Directions for this task: Narrow the data below down to the lines containing "quiet".

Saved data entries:
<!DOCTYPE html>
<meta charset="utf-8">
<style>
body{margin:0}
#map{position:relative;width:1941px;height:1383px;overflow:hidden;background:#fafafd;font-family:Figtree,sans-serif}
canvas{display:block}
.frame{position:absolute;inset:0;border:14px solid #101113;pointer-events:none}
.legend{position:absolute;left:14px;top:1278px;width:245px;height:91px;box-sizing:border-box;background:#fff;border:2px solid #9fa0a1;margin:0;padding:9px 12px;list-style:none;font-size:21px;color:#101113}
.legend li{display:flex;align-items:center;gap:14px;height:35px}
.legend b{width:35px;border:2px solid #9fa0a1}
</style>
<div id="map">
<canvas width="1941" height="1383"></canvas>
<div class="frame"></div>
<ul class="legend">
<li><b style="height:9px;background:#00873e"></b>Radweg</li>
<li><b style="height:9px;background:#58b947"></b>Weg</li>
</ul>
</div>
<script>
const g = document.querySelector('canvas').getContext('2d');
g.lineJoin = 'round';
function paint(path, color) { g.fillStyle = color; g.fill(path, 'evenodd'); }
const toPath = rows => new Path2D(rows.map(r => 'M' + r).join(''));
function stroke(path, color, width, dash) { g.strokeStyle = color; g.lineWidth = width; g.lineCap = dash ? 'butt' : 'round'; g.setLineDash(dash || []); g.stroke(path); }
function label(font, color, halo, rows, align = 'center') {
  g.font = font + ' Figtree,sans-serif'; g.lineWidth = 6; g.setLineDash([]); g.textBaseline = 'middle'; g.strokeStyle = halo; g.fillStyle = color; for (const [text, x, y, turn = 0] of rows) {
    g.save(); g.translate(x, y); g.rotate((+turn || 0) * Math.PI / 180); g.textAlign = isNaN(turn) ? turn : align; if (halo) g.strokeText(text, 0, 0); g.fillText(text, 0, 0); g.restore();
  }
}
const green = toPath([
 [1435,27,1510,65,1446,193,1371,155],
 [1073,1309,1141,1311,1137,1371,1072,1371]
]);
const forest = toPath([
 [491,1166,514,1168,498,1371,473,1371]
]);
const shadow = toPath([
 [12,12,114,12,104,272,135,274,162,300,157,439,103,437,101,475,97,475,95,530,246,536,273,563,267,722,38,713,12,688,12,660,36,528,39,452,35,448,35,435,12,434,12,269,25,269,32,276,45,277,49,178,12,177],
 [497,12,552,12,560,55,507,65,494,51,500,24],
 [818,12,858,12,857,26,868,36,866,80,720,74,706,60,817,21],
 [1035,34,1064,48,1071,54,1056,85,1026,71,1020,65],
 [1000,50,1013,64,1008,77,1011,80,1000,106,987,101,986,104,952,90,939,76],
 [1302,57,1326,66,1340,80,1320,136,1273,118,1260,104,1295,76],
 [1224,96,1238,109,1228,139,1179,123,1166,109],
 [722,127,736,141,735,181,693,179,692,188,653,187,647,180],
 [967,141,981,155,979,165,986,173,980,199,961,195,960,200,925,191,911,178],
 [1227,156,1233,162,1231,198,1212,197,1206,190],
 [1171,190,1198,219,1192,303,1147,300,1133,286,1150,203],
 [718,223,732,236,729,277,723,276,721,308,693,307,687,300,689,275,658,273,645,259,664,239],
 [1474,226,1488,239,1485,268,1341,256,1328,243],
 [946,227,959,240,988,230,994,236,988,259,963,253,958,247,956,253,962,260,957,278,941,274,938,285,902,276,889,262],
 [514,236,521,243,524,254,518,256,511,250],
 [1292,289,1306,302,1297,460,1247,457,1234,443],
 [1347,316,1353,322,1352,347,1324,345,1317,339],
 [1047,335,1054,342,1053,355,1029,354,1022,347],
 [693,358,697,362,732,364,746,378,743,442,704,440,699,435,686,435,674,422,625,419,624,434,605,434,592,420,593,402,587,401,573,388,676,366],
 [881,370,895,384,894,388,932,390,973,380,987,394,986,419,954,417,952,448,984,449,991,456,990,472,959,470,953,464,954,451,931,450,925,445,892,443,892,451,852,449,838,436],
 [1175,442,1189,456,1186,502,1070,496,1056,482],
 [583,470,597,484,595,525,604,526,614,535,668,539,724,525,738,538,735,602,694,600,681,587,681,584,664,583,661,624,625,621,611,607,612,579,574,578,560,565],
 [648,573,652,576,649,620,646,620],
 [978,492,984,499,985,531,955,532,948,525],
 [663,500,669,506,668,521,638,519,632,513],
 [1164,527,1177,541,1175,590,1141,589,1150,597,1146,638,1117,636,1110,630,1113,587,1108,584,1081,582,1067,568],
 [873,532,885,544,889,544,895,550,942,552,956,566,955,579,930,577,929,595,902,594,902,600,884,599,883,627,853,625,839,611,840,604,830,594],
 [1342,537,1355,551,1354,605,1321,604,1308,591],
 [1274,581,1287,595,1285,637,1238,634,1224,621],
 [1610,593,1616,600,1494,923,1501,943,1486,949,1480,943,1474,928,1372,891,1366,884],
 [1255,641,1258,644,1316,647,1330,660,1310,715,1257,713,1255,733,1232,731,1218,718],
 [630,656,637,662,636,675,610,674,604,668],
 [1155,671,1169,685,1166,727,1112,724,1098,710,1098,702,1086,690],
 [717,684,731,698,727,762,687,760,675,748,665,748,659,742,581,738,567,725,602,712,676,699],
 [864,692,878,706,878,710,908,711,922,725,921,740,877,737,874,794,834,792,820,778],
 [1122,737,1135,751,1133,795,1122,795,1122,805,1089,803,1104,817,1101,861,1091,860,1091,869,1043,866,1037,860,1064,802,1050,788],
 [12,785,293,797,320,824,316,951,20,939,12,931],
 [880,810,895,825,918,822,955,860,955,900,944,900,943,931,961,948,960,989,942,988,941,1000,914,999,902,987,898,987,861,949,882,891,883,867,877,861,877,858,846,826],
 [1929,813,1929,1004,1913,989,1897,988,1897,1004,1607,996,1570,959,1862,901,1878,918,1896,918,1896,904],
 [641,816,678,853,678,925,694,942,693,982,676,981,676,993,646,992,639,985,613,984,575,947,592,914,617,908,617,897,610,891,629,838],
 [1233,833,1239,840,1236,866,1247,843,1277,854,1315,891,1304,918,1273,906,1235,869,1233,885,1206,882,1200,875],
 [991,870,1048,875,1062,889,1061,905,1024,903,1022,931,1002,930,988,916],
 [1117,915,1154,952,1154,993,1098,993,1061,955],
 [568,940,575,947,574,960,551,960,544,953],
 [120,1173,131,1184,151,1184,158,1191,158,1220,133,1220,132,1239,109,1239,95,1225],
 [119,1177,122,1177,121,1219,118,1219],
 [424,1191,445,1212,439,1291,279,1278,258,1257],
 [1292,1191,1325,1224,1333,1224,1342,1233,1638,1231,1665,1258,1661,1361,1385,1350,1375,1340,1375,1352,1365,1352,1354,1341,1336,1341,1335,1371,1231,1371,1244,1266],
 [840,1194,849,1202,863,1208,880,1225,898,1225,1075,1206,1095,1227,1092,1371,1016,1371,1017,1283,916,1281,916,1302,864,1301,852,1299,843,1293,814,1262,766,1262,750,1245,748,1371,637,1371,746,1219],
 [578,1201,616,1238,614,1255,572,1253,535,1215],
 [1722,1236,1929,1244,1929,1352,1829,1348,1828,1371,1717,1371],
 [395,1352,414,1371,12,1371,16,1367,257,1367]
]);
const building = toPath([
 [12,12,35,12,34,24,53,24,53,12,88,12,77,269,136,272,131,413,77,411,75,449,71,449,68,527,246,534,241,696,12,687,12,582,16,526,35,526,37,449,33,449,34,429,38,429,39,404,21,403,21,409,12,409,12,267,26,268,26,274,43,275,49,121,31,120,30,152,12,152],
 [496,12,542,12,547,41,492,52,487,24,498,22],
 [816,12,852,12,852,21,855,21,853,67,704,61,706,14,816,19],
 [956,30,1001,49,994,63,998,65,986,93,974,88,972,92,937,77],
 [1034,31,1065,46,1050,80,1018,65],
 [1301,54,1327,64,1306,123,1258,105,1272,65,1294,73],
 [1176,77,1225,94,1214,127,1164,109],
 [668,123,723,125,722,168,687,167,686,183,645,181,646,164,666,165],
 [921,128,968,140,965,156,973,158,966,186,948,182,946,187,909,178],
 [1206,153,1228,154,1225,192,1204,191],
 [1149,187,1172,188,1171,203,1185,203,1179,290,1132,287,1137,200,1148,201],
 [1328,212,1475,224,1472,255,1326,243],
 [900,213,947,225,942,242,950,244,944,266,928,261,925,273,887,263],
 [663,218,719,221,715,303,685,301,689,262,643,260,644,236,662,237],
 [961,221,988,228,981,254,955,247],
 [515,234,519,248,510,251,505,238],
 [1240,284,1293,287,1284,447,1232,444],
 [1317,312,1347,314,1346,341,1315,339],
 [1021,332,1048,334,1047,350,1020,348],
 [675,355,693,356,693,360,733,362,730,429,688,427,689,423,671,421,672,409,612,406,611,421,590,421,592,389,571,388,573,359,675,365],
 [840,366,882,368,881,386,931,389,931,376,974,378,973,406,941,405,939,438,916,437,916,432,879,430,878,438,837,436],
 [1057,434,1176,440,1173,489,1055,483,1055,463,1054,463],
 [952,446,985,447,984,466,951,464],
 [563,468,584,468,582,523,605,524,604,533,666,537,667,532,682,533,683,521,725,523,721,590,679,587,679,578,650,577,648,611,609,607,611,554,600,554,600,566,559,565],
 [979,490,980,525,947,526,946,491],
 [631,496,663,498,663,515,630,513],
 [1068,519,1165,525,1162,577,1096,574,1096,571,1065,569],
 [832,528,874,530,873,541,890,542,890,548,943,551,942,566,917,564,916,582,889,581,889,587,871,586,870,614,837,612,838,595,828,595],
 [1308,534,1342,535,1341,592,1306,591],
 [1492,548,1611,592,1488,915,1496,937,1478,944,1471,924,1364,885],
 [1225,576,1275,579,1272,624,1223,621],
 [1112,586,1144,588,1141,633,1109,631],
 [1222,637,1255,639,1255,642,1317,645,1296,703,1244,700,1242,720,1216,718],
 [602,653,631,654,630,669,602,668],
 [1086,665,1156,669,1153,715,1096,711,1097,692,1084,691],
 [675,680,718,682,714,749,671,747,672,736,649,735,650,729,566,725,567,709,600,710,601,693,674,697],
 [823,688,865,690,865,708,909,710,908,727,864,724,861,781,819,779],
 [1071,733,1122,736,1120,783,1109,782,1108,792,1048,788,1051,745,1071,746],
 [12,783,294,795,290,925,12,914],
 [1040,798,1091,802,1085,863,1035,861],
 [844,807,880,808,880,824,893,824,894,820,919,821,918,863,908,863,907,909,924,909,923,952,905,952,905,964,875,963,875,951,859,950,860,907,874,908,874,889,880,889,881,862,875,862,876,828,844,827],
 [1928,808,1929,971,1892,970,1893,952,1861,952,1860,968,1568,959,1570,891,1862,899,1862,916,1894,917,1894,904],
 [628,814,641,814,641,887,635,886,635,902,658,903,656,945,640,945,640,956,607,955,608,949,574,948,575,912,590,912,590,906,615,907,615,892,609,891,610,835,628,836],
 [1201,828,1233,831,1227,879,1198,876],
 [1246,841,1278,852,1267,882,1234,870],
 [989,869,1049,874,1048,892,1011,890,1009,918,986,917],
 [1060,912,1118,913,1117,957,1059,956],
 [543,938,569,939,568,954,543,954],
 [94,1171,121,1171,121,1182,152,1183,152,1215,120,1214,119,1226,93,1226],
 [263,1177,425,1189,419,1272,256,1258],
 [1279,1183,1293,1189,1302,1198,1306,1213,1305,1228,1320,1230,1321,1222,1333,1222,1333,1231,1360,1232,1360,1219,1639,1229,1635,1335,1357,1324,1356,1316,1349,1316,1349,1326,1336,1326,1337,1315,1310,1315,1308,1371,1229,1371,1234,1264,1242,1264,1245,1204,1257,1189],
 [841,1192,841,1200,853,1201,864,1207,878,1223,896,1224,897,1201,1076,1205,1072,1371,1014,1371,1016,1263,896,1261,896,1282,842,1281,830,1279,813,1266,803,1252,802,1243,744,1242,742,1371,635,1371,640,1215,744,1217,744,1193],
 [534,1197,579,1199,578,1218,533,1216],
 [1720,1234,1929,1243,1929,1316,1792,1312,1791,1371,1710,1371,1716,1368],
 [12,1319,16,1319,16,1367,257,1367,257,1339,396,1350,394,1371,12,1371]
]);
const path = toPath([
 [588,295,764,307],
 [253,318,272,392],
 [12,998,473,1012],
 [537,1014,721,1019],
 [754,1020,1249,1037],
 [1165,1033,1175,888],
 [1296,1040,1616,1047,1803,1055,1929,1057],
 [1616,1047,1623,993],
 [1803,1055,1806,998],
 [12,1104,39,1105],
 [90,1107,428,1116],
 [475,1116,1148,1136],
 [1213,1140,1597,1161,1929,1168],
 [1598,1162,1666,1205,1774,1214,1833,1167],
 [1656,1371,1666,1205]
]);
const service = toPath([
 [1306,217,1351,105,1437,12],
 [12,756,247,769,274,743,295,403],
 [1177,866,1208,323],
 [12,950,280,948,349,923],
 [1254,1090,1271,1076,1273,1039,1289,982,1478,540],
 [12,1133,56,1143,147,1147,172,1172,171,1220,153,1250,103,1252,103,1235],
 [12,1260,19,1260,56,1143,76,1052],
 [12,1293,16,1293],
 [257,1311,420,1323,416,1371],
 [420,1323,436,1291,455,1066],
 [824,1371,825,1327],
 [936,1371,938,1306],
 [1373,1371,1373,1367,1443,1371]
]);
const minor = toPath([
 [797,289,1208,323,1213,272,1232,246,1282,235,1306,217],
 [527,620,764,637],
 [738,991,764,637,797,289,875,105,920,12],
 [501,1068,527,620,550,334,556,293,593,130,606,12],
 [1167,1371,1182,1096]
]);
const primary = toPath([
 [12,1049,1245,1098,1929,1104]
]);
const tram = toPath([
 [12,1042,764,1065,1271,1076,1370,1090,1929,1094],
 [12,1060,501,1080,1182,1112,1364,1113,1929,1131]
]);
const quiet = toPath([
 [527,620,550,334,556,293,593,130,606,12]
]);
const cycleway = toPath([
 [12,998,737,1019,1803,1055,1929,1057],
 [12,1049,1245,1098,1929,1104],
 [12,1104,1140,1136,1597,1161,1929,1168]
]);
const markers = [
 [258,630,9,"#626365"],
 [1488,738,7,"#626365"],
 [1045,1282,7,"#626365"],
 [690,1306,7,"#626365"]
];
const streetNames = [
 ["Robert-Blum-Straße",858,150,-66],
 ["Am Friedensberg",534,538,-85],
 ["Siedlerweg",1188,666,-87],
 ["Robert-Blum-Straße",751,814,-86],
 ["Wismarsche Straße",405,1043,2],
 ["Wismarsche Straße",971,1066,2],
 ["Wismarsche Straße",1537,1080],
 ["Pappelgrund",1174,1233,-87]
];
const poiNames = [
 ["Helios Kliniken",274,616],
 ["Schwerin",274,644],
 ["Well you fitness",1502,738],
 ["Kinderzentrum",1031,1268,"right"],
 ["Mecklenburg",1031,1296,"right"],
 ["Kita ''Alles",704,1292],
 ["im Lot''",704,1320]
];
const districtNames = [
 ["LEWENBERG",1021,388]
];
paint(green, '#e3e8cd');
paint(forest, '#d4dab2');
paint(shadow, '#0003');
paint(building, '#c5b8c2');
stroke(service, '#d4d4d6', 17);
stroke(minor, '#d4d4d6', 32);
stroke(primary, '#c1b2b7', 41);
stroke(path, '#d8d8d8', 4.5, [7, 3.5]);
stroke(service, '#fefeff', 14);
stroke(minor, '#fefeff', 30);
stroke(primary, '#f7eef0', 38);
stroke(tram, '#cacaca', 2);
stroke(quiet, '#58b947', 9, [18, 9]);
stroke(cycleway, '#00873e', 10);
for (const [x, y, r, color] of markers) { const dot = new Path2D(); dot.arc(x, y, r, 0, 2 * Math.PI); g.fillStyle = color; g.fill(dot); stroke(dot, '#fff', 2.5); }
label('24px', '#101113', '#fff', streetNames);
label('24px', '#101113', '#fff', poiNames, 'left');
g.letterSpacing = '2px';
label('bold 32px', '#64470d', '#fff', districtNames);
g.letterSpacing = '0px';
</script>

Completed task:
const quiet = toPath([
stroke(quiet, '#58b947', 9, [18, 9]);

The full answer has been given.